Moving to a modern infrastructure can be a confusing and challenging task. So, how can your business best use and understand the cloud? How do leverage the benefits of cloud delivered technology while maintaining controls over performance, security and cost? To start, there are many cloud providers. The leading providers are Amazon’s AWS, Microsoft’s Azure and Oracle Cloud. Almost never mentioned is Google’s GCP, which I like to refer to as “The Windows Phone of cloud providers.” — OUCH. It’s great but lacks a ton of features and has a very small percentage of the market. If choosing a provider wasn’t a big enough task, you also have to figure out where your applications belong. To best understand the cloud, let’s look at how cloud providers define their services. The cloud can be summed into three services: SaaS, IaaS and PaaS. There’s also a hybrid approach, which Microsoft and Oracle offer. This allows you to keep some components on-premise and migrate others to the cloud.
SaaS (Software as a Service) is the most familiar to users when trying to understand the cloud. Office 365, SalesForce and Oracle ERP Cloud are excellent examples of SaaS – based services used by millions of users world-wide. These solutions are fully deployed and managed in the provider’s data centers with access being provided via remote connection or web browser. Cost is based on user count or consumption which allows predictive cost modeling. With the strength of their SaaS products Microsoft and Oracle are best positioned for the next generation of technical architectures which will require tight integration of all application and data processes.
IaaS (Infrastructure as a Service) is the closest thing to on-premise systems as you’ll find. Clients create virtual machines and they manage all aspects of the system. These VMs are created based on the size of machine you believe is needed based on compute and memory. You also specify the type of storage needed, network performance and security.
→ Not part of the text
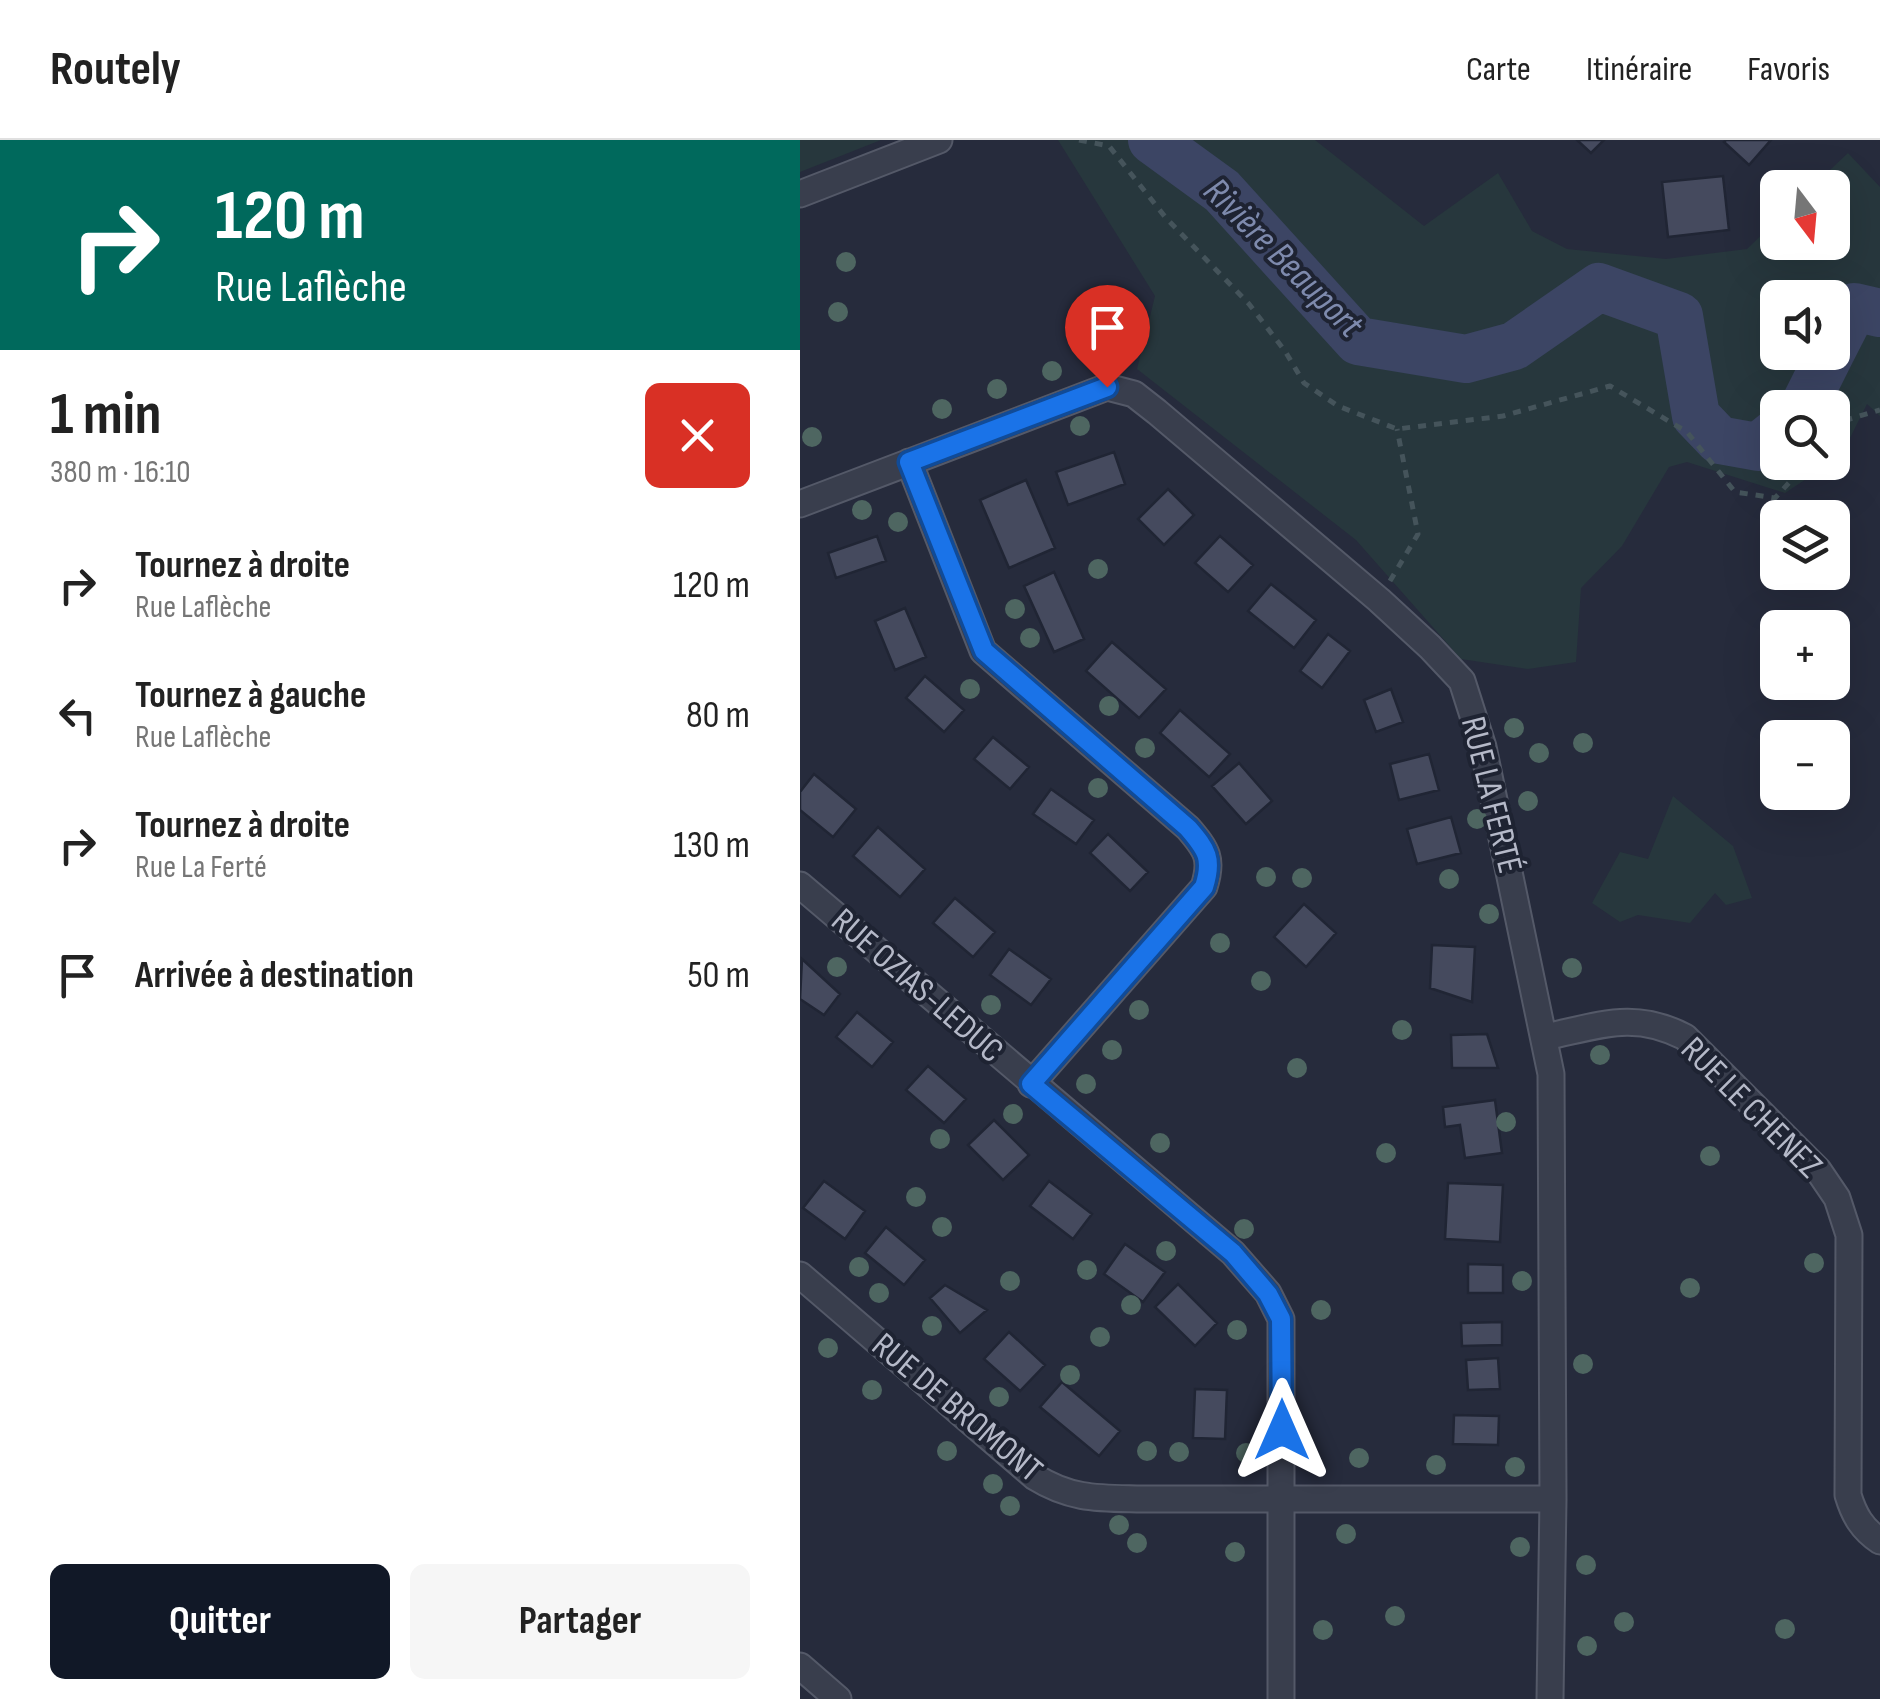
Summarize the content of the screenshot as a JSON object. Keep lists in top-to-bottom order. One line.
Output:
{"streets":{"street":["RUE LA FERTÉ","RUE OZIAS-LEDUC","RUE LE CHENEZ","RUE DE BROMONT"]},"crossings":[["RUE LA FERTÉ","RUE LE CHENEZ"],["RUE LA FERTÉ","RUE DE BROMONT"],["RUE OZIAS-LEDUC","RUE DE BROMONT"]],"water":["Rivière Beauport"],"north":"bottom","page":{"header":"Routely","nav":["Carte","Itinéraire","Favoris"],"turn":["120 m","Rue Laflèche"],"map_buttons":["+","−"],"heading":["1 min","380 m · 16:10"],"list":[{"name":"Tournez à droite","note":"Rue Laflèche","value":"120 m"},{"name":"Tournez à gauche","note":"Rue Laflèche","value":"80 m"},{"name":"Tournez à droite","note":"Rue La Ferté","value":"130 m"},{"name":"Arrivée à destination","value":"50 m"}],"buttons":["Quitter","Partager"]}}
Since this service is the closest to existing on-premise installations, it’s often chosen as a first step to transition into the cloud using the “Lift-and-shift” migration method.
The “Lift-and-shift” migration is simplistic, accounting for 1 cloud machine for each on-premise (1:1) and generally doesn’t include any advanced optimizations or license consolidation.
PaaS (Platform as a Service) is a truly native cloud offering. In database talk, Azure SQL Database and Azure Managed Instances are both PaaS offerings from Microsoft. Oracle provides Autonomous Database Cloud and Autonomous Data Warehouse while Amazon offers RDS and Aurora. There are other cloud native services as well such as Oracle Autonomous Analytics Cloud, Cosmos DB and Amazon RedShift.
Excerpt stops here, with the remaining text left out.